### The problem
Locate each line below that includes "text" and reproduce it.

### Data for processing
::::::

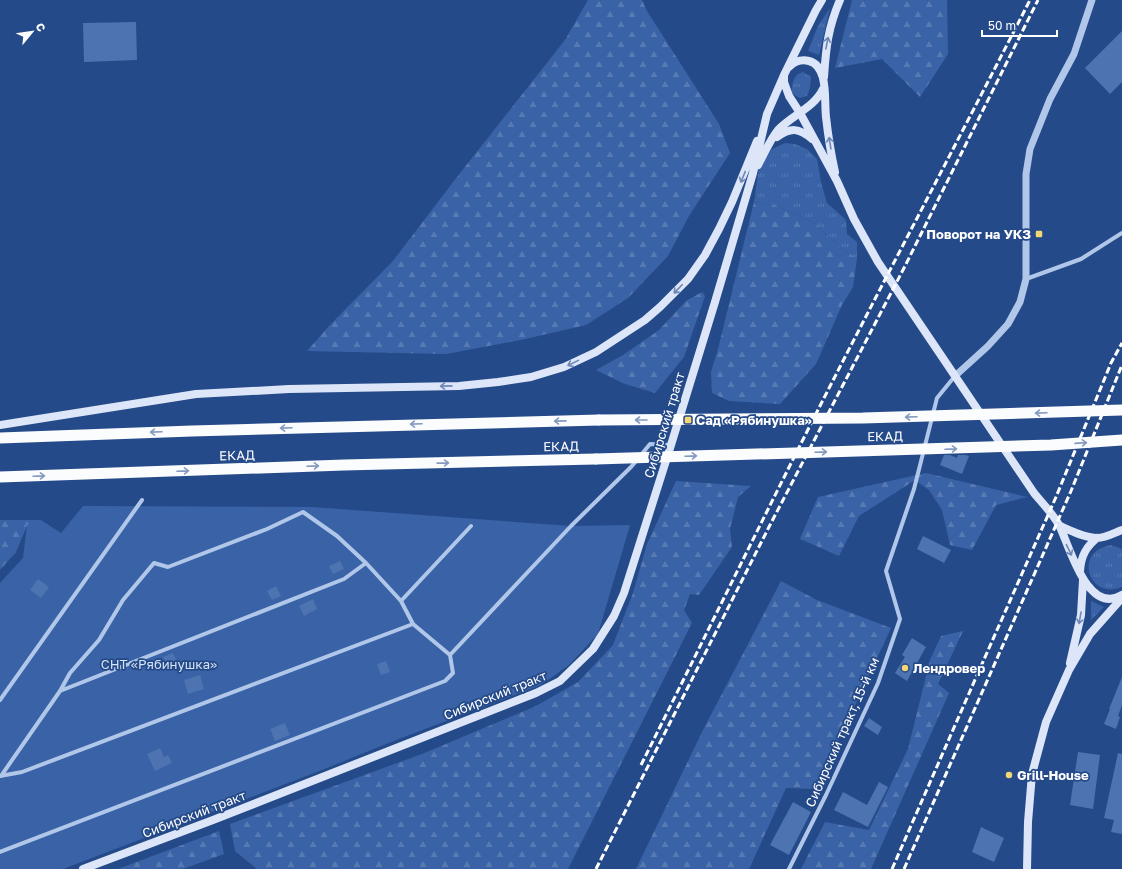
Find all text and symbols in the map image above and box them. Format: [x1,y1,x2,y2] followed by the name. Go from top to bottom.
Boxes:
[12,12,52,52] north arrow
[982,12,1057,38] scale bar
[988,18,1016,33] text: 50 m
[34,20,49,34] text: С
[823,37,831,50] one-way arrow
[826,136,834,149] one-way arrow
[738,170,746,182] one-way arrow
[926,226,1031,242] place label: Поворот на УКЗ
[1034,229,1044,239] marker: Поворот на УКЗ
[674,284,683,294] one-way arrow
[567,360,579,367] one-way arrow
[640,370,688,480] street label: Сибирский тракт
[440,382,453,390] one-way arrow
[1035,409,1048,417] one-way arrow
[696,412,812,428] place label: Сад «Рябинушка»
[905,413,918,421] one-way arrow
[683,415,693,425] marker: Сад «Рябинушка»
[635,416,648,424] one-way arrow
[554,417,567,424] one-way arrow
[410,420,423,428] one-way arrow
[280,424,293,432] one-way arrow
[150,428,163,436] one-way arrow
[867,428,904,444] street label: ЕКАД
[543,438,580,454] street label: ЕКАД
[1074,440,1087,447] one-way arrow
[944,445,957,453] one-way arrow
[219,446,256,464] street label: ЕКАД
[814,448,827,456] one-way arrow
[684,452,697,460] one-way arrow
[436,459,449,466] one-way arrow
[306,462,319,470] one-way arrow
[176,467,189,474] one-way arrow
[32,472,45,480] one-way arrow
[1066,544,1073,556] one-way arrow
[1076,612,1084,625] one-way arrow
[802,655,882,809] street label: Сибирский тракт, 15-й км
[101,656,217,672] park label: СНТ «Рябинушка»
[913,660,985,676] place label: Лендровер
[900,663,910,673] marker: Лендровер
[441,667,549,723] street label: Сибирский тракт
[1017,767,1089,783] place label: Grill-House
[1004,770,1014,780] marker: Grill-House
[140,787,249,841] street label: Сибирский тракт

::::::

### Reply
Find all text and symbols in the map image above and box them. Format: [x1,y1,x2,y2] followed by the name. Go from top to bottom.
[988,18,1016,33] text: 50 m
[34,20,49,34] text: С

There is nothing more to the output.